Petrol arama ve işletmeciliğinin geliştirmek ve yabancı sermayenin daha çok teşvik edilmesi amacıyla 6326 sayılı Petrol Kanunda, 28 Nisan 1983’ de 2802 nolu yasayla değişiklikler yapılmıştır. Kanunda, petrol hakları ile ilgili başvuru ve karar sürelerini kısaltan ve işlemleri hızlandıran gerekli değişiklikler de yer almıştır. Bu kanunun en önemli maddelerinden biri de kar transferiyle ilgili olandır. Buna göre, yabancı şirketlerin yurtdışına yaptıkları satımdan elde ettikleri dövizleri transfer hakkından düşebilmeleri ve petrolle ilgili her türlü ödemelerde kullanabilmeleri olanağı doğmuştur.
7462 sayılı Ereğli Demir Çelik Fabrikaları Kanunu : 28 Şubat 1960 yılında 7462 sayılı bu kanun 6224 sayılı kanundan daha liberal hükümler taşımaktadır. (16) Bu istisnai bir kanun olup bir tek kuruluş için çıkarılmıştır.
1567 Sayılı Türk Parasının Kıymetini Koruma Kanunu ve Kanuna ilişkin 17 sayılı karar : Bu karara göre Türkiye’ ye gelecek yabancı sermayeli kuruluş, T.C. Merkez Bankası ve Maliye Bakanlığına başvuracaktır.
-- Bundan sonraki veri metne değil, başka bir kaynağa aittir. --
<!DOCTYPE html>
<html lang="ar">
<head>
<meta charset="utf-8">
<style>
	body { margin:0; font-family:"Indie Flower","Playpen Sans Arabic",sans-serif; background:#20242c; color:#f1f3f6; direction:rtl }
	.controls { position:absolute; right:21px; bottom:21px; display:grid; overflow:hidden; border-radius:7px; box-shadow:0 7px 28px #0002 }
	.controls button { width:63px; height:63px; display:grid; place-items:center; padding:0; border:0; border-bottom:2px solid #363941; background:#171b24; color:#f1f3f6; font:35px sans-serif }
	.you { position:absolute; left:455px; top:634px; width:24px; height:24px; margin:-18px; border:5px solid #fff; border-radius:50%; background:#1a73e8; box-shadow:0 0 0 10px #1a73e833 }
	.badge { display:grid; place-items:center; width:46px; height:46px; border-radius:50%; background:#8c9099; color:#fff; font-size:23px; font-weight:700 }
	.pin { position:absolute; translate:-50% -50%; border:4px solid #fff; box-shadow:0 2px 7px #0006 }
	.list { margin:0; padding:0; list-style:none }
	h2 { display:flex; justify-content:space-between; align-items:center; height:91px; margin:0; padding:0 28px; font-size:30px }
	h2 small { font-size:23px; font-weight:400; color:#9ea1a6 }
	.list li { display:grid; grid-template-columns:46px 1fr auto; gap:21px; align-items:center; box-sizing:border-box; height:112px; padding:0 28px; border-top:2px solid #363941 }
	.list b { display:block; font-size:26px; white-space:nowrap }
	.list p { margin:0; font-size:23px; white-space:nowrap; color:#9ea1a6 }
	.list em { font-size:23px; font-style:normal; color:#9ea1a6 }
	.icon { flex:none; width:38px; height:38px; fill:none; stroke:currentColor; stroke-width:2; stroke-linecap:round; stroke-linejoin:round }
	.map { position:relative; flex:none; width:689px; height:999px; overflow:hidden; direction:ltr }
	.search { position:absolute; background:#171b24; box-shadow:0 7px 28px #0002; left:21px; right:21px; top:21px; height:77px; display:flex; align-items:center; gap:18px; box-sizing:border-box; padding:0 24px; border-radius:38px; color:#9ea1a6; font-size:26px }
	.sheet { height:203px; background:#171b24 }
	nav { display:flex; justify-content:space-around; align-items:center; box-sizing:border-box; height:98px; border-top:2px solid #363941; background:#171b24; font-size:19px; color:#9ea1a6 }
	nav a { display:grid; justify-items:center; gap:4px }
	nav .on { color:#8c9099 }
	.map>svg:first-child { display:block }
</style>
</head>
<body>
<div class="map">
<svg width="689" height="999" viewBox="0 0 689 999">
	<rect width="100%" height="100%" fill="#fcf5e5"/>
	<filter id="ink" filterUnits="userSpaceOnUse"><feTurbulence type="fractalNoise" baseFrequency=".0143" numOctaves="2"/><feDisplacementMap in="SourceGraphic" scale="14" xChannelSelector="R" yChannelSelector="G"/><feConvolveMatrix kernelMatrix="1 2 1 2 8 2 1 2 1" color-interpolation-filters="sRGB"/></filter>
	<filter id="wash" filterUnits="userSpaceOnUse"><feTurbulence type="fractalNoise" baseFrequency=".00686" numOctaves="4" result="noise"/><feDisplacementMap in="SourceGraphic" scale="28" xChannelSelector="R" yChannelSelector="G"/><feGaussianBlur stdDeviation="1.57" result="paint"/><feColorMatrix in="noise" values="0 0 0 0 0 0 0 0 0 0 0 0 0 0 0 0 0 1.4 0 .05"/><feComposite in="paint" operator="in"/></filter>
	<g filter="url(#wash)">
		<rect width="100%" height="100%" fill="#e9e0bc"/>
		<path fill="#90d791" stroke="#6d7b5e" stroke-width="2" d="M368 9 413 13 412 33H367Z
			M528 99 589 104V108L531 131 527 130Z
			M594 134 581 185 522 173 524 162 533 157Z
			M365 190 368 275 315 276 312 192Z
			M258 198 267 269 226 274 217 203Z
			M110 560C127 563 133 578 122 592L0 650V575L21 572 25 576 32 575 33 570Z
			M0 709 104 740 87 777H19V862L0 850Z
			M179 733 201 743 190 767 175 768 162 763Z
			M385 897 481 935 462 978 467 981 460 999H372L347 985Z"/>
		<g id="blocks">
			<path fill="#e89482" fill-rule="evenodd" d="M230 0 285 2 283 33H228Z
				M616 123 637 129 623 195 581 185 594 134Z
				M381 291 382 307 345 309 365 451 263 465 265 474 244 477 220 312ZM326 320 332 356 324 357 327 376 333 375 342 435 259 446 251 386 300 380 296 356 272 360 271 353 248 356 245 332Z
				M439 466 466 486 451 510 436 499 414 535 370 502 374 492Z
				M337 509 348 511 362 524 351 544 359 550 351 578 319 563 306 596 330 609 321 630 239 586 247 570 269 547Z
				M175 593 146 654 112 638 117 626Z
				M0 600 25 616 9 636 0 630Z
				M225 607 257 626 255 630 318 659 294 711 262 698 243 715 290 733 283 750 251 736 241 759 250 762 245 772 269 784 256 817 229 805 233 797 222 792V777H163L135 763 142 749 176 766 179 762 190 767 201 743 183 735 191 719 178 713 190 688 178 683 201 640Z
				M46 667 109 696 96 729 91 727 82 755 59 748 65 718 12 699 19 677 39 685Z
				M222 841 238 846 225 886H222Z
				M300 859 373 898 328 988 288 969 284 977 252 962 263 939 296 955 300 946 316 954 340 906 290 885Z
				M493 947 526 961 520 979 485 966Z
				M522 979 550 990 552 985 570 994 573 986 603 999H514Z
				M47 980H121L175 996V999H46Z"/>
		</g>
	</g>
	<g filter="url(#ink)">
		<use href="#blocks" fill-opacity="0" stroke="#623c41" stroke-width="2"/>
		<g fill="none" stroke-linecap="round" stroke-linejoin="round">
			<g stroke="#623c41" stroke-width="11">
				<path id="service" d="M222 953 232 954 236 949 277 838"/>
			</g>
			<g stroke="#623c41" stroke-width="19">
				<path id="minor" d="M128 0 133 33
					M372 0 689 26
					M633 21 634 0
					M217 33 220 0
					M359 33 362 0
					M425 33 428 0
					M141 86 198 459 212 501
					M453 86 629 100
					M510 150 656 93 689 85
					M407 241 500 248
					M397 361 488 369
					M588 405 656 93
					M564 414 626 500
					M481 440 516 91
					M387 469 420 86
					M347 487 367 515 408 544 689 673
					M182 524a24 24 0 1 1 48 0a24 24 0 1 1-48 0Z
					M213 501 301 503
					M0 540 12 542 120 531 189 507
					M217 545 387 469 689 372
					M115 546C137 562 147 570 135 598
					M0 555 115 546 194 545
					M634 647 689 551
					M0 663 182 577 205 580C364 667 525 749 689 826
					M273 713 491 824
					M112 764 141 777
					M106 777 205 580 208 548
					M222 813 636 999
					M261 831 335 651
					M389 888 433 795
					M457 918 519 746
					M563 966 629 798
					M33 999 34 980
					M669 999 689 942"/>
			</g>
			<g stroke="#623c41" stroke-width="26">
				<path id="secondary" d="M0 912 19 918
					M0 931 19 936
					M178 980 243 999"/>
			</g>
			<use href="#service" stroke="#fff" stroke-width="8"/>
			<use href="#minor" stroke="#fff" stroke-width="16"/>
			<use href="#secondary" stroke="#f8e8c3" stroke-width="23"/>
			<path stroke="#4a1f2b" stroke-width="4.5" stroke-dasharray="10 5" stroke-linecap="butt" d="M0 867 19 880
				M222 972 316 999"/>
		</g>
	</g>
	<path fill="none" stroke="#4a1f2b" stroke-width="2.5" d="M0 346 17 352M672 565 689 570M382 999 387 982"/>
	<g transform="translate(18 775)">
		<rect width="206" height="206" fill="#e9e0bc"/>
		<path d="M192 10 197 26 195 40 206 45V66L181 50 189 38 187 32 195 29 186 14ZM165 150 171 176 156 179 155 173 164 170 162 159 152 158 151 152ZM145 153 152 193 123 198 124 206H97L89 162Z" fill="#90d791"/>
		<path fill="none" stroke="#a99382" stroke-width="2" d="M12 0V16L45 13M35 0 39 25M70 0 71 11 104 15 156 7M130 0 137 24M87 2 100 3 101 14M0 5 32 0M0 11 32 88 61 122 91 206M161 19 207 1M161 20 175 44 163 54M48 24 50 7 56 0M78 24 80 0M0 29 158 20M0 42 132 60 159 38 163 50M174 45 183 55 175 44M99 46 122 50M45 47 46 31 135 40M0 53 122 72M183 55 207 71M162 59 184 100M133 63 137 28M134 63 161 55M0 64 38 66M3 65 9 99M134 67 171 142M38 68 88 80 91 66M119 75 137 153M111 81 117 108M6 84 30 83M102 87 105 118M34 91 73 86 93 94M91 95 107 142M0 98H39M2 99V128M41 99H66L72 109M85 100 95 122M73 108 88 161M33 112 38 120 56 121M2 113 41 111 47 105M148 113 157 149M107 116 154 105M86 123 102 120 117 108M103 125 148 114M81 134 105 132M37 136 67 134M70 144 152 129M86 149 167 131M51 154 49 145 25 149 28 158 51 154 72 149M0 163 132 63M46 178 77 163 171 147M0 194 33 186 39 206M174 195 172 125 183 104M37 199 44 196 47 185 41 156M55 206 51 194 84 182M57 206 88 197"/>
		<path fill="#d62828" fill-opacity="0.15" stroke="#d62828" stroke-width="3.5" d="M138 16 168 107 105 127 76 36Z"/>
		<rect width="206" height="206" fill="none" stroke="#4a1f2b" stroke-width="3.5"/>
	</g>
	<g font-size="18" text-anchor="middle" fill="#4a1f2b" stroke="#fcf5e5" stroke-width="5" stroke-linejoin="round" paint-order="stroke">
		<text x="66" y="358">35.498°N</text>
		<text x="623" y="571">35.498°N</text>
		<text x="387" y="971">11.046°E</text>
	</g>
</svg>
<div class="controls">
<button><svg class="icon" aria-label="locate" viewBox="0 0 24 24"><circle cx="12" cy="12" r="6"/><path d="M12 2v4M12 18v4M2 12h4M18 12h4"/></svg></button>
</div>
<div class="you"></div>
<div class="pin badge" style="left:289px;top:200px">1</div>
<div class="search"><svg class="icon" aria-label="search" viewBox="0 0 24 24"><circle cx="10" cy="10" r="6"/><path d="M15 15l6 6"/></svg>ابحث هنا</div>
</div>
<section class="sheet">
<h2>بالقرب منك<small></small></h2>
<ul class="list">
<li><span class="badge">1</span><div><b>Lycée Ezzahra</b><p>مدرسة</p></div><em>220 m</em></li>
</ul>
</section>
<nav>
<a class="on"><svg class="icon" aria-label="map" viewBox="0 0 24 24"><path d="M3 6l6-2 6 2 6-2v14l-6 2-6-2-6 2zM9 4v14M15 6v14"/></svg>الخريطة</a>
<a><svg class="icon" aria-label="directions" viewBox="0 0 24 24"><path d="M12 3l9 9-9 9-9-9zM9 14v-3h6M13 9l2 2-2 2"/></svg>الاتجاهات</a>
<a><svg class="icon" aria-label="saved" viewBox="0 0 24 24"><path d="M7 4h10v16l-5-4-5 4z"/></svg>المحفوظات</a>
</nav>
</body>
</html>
Ülkeye gelen sermaye, belli koşulları yerine getirdiğinde, ülkeden geri çıkabilir.
17 sayılı karara göre, 6224 sayılı Yabancı Sermayeyi Teşvik Kanunu kapsam dışında kalan gerçek veya tüzel kişiler, dış ülkelerden kredi sağlayabilir. (17) Ancak kredinin alınabilmesi için Maliye Bakanlığı aracılığıyla Bakanlar Kurulunun izin vermesi gereklidir.(18)
17 sayılı karar esas olarak üretimle uğraşacak yabancı sermayeyi hedef almadığı halde, Türkiye pazarında büyük payı olan bazı sanayi faaliyetler 17 sayılı karar çerçevesinde sürdürülmüştür. 29 Aralık 1983 tarihli RG ‘ de yayınlanan “Türk parasının Kıymetini Koruma Hakkında ki 28 sayılı karar” 17 sayılı kararı yürürlükten kaldırmıştır. Yürürlükten kaldırılan karar hükümlerine göre başlamış olan işlemler, eski hükümlere bağlı olacak ve yeni kararın ilgililer olan hükümlerinden de yararlanacaklardır. 28 sayılı karar ile :
- Türkiye’ ye her türlü yoldan ve cinsten döviz ithali, hiçbir kayda tutulmaksızın, serbest bırakılmıştır.
- Türkiye’ de yerleşik kişilerin, beraberlerinde döviz bulundurmaları kayda tabi tutulmaksızın serbest kılınmıştır.
-Türkiye’ ye yerleşik kişilerin yurt dışına çıkışlarında, beraberlerinde 3000 doları veya eşitine kadar döviz çıkarabilmeleri esası getirilmiştir.